The Ministry of Human Resources and Emiratisation (MoHRE) is uncompromising on public holiday compensation. According to the Executive Regulations of the Labour Law, if circumstances require a worker to clock in on holidays or official rest days, the employer holds the legal burden of proving they supplied either the substitute rest day or the elevated financial compensation.
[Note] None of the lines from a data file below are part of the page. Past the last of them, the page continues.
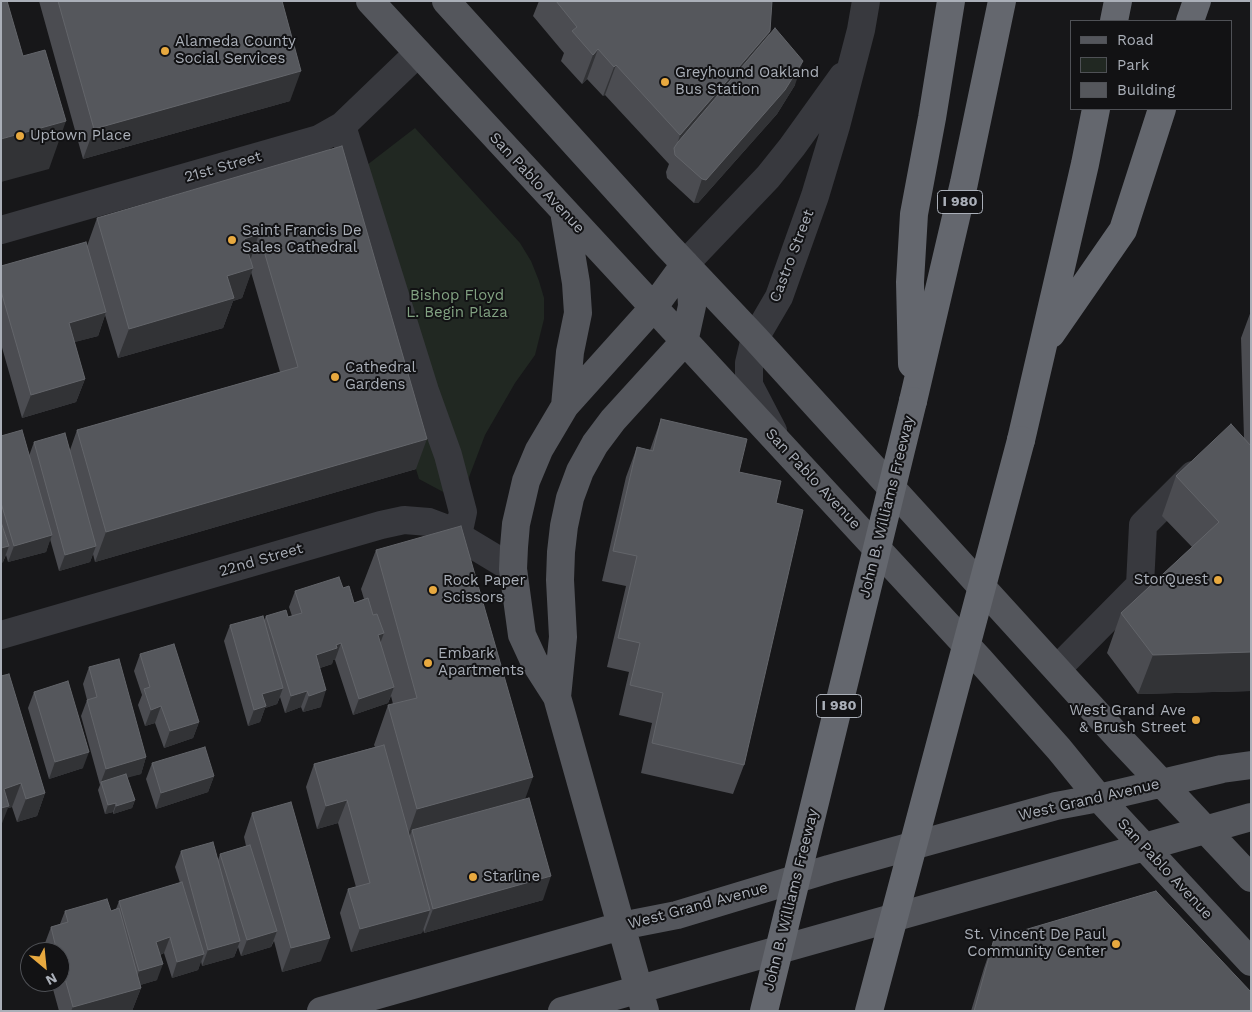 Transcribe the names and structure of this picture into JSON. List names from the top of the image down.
{
  "streets": {
    "highway": ["I 980", "John B. Williams Freeway"],
    "main road": ["San Pablo Avenue", "Castro Street", "West Grand Avenue"],
    "street": ["21st Street", "22nd Street"]
  },
  "crossings": [
    ["21st Street", "San Pablo Avenue"],
    ["San Pablo Avenue", "Castro Street"],
    ["San Pablo Avenue", "West Grand Avenue"],
    ["Castro Street", "22nd Street"]
  ],
  "parks": ["Bishop Floyd L. Begin Plaza"],
  "places": [
    "Alameda County Social Services",
    "Greyhound Oakland Bus Station",
    "Uptown Place",
    "Saint Francis De Sales Cathedral",
    "Cathedral Gardens",
    "StorQuest",
    "Rock Paper Scissors",
    "Embark Apartments",
    "West Grand Ave & Brush Street",
    "Starline",
    "St. Vincent De Paul Community Center"
  ],
  "legend": ["Road", "Park", "Building"],
  "north": "bottom right"
}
MoHRE explicitly states that managers and senior executives who possess broad, independent authority over company operations — effectively acting on behalf of the employer — are generally exempt from standard overtime claims. Their salaries are assumed to cover flexible and extended working requirements.
However, for all regular staff, failing to pay the correct holiday rate is a direct violation of the Wages Protection System (WPS). The WPS flags anomalies when transferred salaries do not align with registered contracts and logged hours. Companies caught circumventing public holiday pay rules face institutional fines, blocks on issuing new work permits, and mandatory back-payment orders.
Frequently Asked Questions
Can my employer force me to work on Eid Al Adha 2026?
Yes, if the nature of your industry requires continuous operation — such as hospitality, healthcare, or retail — your employer can legally schedule you to work. However, they must compensate you with either 150 per cent of your basic pay or a substitute day off combined with a 50 per cent basic wage bonus.
How do I calculate my UAE overtime pay on public holidays?
Divide your monthly basic salary by 30 to find your daily rate, then divide by eight for your standard hourly rate. Multiply that hourly rate by 1.5, and then multiply the result by the exact number of hours worked during the public holiday shift.
What happens if my company refuses to pay the holiday overtime?
You can file a formal grievance directly through the MoHRE smart app or call center. The Ministry will review your attendance logs, mediate the dispute, and can compel the company to issue the missing funds through the mandatory Wages Protection System.
With the Eid Al Adha break arriving at the end of May, employees scheduled for duty should check their employment contracts today to confirm their exact basic salary and verify how their HR department intends to process the upcoming holiday overtime.